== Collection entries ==
=======

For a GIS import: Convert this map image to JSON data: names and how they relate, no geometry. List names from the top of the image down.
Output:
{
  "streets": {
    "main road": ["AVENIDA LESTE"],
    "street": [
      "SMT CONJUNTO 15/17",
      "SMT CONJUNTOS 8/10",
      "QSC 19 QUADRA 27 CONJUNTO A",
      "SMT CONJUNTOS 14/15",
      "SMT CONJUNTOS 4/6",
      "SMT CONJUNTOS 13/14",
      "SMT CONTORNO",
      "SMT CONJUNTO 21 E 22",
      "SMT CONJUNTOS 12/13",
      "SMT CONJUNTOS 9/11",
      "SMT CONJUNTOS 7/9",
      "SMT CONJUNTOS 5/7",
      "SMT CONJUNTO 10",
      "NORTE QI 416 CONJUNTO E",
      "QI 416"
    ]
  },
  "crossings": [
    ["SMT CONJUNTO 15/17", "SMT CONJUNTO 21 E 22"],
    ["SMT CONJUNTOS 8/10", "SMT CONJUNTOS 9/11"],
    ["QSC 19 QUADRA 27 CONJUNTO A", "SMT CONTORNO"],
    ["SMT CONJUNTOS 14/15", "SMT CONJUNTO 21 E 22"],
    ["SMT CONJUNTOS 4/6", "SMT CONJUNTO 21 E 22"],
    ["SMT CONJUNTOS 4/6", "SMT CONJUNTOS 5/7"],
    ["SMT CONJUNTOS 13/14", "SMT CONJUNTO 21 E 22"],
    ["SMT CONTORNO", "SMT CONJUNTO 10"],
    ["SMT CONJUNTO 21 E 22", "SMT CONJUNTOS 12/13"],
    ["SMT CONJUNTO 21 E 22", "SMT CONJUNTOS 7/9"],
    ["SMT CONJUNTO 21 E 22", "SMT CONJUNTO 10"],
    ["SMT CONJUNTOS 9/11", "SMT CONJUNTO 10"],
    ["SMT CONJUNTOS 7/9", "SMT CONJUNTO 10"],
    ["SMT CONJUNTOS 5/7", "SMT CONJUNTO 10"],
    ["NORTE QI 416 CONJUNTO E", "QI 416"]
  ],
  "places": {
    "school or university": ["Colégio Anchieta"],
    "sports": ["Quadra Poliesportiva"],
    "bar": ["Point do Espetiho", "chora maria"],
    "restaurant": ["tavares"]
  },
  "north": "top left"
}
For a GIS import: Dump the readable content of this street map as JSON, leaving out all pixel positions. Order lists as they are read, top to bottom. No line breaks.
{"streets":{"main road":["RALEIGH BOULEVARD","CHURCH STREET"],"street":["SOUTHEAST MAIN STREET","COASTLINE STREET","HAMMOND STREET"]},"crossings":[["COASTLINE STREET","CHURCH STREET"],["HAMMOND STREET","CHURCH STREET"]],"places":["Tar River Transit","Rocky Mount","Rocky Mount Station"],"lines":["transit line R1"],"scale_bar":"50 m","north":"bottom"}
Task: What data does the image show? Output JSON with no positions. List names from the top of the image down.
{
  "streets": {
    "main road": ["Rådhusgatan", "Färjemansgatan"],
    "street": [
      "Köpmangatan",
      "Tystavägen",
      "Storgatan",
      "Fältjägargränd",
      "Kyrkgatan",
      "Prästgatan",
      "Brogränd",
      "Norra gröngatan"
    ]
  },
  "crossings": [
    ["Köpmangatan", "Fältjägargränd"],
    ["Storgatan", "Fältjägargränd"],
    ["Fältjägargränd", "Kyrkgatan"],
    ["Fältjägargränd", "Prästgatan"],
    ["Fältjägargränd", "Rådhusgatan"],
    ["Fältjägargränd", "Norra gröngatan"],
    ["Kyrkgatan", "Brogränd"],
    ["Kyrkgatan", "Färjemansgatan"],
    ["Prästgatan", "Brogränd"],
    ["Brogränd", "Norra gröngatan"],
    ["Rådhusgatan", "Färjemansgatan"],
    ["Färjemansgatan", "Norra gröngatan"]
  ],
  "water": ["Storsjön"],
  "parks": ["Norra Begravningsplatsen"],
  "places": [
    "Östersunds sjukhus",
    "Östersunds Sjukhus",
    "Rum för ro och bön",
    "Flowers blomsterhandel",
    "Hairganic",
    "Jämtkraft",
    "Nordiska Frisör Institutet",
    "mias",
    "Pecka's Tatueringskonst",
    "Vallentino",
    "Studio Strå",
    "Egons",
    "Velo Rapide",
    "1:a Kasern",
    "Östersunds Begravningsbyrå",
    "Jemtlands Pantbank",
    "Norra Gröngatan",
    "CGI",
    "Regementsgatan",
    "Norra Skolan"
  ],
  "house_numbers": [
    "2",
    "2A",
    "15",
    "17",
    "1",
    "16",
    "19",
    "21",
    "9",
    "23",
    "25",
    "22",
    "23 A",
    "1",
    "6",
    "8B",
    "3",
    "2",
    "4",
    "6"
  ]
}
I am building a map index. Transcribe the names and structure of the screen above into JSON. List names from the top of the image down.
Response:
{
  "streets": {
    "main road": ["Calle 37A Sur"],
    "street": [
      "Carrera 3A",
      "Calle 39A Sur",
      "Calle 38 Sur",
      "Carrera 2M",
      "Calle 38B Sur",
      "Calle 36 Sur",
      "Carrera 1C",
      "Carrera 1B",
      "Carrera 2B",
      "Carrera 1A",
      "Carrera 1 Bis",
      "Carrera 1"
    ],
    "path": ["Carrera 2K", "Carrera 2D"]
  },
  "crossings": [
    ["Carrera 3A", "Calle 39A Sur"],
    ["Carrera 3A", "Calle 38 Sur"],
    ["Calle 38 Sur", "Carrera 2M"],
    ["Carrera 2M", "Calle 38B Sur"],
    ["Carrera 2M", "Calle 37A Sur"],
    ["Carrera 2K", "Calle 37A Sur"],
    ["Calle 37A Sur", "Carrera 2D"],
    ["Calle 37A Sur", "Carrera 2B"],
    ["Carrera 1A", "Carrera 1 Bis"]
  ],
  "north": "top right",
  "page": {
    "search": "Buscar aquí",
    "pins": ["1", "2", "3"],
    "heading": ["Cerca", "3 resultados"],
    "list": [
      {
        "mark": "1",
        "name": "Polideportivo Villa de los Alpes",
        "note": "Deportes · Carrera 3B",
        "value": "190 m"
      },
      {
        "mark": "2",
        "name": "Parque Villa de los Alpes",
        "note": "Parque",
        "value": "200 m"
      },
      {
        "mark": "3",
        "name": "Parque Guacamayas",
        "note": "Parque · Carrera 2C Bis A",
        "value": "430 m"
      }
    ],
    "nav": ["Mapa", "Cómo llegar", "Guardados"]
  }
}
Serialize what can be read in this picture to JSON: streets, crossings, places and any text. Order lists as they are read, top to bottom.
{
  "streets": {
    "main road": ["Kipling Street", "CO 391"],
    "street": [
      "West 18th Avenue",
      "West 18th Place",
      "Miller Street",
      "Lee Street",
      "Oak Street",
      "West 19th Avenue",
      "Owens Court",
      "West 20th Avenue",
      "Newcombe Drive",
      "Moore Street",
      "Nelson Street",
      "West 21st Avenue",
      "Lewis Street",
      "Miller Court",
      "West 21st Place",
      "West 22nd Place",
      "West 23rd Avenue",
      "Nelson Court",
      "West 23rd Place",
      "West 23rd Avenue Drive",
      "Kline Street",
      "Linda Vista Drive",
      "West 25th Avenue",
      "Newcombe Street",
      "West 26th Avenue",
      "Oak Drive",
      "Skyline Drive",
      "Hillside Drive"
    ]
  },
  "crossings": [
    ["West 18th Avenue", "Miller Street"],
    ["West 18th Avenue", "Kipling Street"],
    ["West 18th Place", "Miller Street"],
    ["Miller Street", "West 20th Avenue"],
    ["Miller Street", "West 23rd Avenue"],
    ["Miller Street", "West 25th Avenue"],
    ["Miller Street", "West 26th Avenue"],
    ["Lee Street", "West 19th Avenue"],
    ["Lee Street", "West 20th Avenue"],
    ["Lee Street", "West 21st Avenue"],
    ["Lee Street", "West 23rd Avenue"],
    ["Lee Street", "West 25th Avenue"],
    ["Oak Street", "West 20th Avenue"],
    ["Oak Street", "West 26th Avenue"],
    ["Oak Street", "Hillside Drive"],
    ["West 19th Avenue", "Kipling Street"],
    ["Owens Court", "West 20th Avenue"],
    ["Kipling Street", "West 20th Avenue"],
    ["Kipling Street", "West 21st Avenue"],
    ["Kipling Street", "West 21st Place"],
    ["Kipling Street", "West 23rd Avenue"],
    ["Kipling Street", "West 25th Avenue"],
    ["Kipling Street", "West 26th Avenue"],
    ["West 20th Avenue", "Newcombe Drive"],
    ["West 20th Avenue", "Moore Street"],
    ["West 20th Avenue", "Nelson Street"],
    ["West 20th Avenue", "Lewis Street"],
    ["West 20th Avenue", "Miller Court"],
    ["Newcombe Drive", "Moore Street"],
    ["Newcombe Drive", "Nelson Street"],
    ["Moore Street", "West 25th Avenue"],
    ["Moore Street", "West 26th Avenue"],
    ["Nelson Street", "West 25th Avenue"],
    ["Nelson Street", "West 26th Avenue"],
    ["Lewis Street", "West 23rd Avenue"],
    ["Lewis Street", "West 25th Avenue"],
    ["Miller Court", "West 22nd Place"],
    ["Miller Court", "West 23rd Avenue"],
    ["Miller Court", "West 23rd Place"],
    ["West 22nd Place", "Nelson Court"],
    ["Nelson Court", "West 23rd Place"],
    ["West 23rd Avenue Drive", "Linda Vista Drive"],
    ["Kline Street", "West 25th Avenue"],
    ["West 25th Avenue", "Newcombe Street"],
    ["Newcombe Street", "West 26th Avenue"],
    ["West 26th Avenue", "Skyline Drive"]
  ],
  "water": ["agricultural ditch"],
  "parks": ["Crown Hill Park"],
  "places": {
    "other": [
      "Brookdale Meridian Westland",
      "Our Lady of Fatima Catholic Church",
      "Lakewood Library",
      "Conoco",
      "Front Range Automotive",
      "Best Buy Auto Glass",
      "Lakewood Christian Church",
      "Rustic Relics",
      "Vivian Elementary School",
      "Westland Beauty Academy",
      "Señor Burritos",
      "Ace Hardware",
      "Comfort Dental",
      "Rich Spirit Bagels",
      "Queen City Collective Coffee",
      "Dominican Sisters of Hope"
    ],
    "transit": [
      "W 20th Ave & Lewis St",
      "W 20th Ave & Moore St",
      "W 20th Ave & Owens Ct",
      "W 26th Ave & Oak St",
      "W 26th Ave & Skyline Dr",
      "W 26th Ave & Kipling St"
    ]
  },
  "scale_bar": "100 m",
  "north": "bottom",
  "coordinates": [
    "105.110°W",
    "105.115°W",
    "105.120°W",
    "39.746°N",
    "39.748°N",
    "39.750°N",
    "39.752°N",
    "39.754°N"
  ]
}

=======

== PROBLEM TO WORK ON ==
All lines that hold the word "Kline" should be copied from the data.

== ANSWER SECTION ==
      "Kline Street",
    ["Kline Street", "West 25th Avenue"],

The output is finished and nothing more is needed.